EXERCISE INSTRUCTIONS. Which lines of the data contain the string "places"? Show each of them.

----

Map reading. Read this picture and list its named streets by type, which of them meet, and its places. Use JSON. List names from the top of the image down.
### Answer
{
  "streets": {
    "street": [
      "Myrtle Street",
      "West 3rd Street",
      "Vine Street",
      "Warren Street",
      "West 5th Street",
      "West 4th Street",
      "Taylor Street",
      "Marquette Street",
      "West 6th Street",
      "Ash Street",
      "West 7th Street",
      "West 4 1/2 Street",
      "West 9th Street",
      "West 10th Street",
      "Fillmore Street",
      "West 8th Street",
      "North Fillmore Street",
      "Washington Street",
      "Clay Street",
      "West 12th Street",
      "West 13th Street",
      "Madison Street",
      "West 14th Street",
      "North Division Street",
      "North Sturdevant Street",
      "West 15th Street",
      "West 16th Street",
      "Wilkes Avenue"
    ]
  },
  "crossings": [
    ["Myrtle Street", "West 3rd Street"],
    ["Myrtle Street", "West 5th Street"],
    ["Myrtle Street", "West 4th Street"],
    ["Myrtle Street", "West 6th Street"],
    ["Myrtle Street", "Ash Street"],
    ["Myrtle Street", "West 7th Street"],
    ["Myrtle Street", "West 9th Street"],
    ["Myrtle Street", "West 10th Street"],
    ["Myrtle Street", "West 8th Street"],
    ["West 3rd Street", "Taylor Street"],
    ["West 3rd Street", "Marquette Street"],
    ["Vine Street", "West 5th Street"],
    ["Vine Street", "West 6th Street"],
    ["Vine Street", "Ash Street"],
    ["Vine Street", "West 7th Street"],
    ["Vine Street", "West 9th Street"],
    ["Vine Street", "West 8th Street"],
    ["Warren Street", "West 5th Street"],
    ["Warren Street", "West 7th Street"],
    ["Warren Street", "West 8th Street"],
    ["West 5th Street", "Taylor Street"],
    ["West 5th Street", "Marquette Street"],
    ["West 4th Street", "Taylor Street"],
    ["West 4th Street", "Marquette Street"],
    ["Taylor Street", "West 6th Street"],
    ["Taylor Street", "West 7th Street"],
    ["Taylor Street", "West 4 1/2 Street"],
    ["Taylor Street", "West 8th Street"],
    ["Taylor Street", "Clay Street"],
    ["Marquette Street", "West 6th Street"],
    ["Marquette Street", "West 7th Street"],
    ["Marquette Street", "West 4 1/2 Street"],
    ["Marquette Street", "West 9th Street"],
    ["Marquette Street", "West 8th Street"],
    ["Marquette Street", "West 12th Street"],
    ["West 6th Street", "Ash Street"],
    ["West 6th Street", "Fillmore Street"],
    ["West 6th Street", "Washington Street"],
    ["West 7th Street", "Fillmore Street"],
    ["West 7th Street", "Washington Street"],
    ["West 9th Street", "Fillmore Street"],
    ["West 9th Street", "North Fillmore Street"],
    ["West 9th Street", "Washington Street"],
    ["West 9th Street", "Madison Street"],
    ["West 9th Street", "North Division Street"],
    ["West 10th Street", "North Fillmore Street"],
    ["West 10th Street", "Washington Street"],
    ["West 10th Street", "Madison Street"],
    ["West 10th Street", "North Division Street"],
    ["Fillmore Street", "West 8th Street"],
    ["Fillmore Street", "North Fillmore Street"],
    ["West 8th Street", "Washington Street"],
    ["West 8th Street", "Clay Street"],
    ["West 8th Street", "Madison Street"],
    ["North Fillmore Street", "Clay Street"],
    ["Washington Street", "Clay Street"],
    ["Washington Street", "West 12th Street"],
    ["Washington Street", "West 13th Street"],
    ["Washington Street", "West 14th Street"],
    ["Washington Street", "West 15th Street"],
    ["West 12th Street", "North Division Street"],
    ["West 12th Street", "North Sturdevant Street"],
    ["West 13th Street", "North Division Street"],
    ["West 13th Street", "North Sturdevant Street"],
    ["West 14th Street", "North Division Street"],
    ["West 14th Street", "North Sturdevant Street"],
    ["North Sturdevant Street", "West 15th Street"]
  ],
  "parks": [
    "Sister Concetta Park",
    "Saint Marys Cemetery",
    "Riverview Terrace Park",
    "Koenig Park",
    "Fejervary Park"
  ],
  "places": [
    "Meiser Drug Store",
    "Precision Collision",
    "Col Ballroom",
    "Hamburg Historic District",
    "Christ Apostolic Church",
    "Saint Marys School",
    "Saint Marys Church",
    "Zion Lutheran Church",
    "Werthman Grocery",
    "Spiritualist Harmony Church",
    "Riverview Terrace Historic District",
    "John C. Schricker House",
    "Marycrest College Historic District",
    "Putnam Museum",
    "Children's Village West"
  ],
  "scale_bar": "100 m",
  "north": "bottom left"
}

----

RESPONSE BOX.
Map reading. Read this picture and list its named streets by type, which of them meet, and its places. Use JSON. List names from the top of the image down.
  "places": [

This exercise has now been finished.